Узнав из письма Герберта, что тот едет третьим классом, Лофтус Воган преисполнился горькой досады. Его очень мало удручало бы это обстоятельство, если бы племянник плыл на любом другом корабле. Однако мистера Вогана чрезвычайно беспокоило, что Монтегю Смизи проведает о родственных отношениях между ним, Лофтусом Воганом, и этим нищим. Чего доброго, мистер Смизи усомнится в респектабельности своего бывшего опекуна. Плантатора так терзала мысль об этом компрометирующем его родстве, что он охотно вовсе бы от него отрекся, если бы это было возможно. Он надеялся, впрочем, что молодые люди не успеют познакомиться во время пути, зная, как высокомерно относится лондонский щеголь к тем, кого считает ниже себя. А уж здесь, на Ямайке, он постарается, чтобы знакомство это так и не состоялось. Дабы не подвергать себя никакому риску в этом отношении, мистер Воган задумал план, одновременно ребяческий и жестокий: он решил убрать своего племянника куда-нибудь подальше от глаз высокородного мистера Смизи.

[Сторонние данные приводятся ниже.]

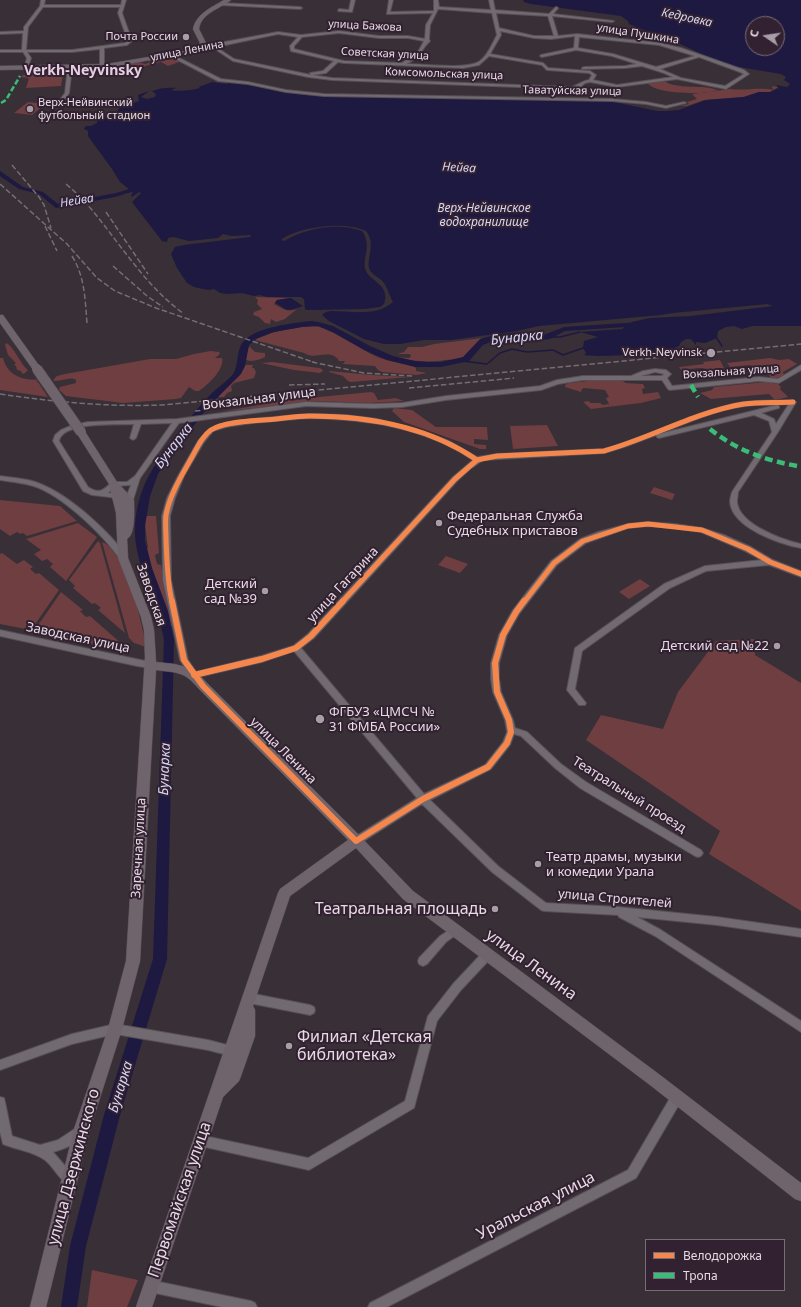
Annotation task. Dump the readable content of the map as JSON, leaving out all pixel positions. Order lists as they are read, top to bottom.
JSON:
{
  "streets": {
    "main road": [
      "улица Ленина",
      "Заводская",
      "Заречная улица",
      "улица Дзержинского",
      "Первомайская улица"
    ],
    "street": [
      "улица Бажова",
      "улица Пушкина",
      "Советская улица",
      "Комсомольская улица",
      "Таватуйская улица",
      "Вокзальная улица",
      "улица Гагарина",
      "Заводская улица",
      "Театральный проезд",
      "улица Строителей",
      "Уральская улица"
    ]
  },
  "crossings": [
    ["улица Бажова", "улица Ленина"],
    ["улица Бажова", "Советская улица"],
    ["улица Ленина", "Советская улица"],
    ["улица Ленина", "Комсомольская улица"],
    ["улица Ленина", "Таватуйская улица"],
    ["улица Ленина", "улица Гагарина"],
    ["улица Ленина", "Первомайская улица"],
    ["улица Ленина", "Уральская улица"],
    ["улица Гагарина", "улица Строителей"],
    ["Заводская", "Заводская улица"],
    ["Заводская", "Заречная улица"],
    ["Заводская улица", "Заречная улица"],
    ["Заречная улица", "улица Дзержинского"],
    ["улица Строителей", "Первомайская улица"]
  ],
  "districts": ["Verkh-Neyvinsky"],
  "water": [
    "Кедровка",
    "Нейва",
    "Верх-Нейвинское водохранилище",
    "Бунарка"
  ],
  "places": [
    "Почта России",
    "Верх-Нейвинский футбольный стадион",
    "Verkh-Neyvinsk",
    "Федеральная Служба Судебных приставов",
    "Детский сад №39",
    "Детский сад №22",
    "ФГБУЗ «ЦМСЧ № 31 ФМБА России»",
    "Театр драмы, музыки и комедии Урала",
    "Театральная площадь",
    "Филиал «Детская библиотека»"
  ],
  "legend": ["Велодорожка", "Тропа"],
  "north": "left"
}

Этот план он продумал задолго до прибытия "Морской нимфы". Он решил встретить мистера Монтегю Смизи прямо на пристани и немедленно увезти в Горный Приют. Туда же намеревался он затем отправить и Герберта, но уже не в карете, и по прибытии его в пределы поместья тут же переправить по другой дороге к управляющему, домик которого стоял в укромном уголке, в полумиле от господского дома. Здесь Герберт будет жить в качестве гостя управляющего до того времени, пока дядя не придумает способ избавиться от племянника, подыскав ему какое-нибудь место в Монтего-Бей или устроив счетоводом где-нибудь на отдаленной плантации. Всесторонне разработав этот "остроумный" план, мистер Воган поджидал приезда обоих молодых людей.
Только на третий день после получения писем, когда время уже близилось к полудню, плантатор, наведя, как обычно, на море подзорную трубу, увидел у входа в бухту большое трехмачтовое судно, направлявшееся прямо к пристани. Это могла быть и "Морская нимфа" и любой другой корабль. Во всяком случае, плантатор решил не рисковать и немедленно приступил к выполнению своего плана.
Зазвонили звонки, созывающие слуг, загудел рог, призывая мистера Трэсти, управляющего, и через какие-нибудь полчаса семейное ландо - превосходный экипаж, запряженный парой отличных, холеных лошадей, - уже катило по дороге к пристани. Сзади скакал верхом сам управляющий. Поодаль ехал фургон, который тащили восемь крупных быков, а за фургоном, замыкая шествие, плелся на прескверной лошаденке уже знакомый нам почтальон Горного Приюта, чернокожий Квеши. Но сейчас он направлялся не за почтой. На этот раз ему было дано поручение гораздо более деликатного свойства.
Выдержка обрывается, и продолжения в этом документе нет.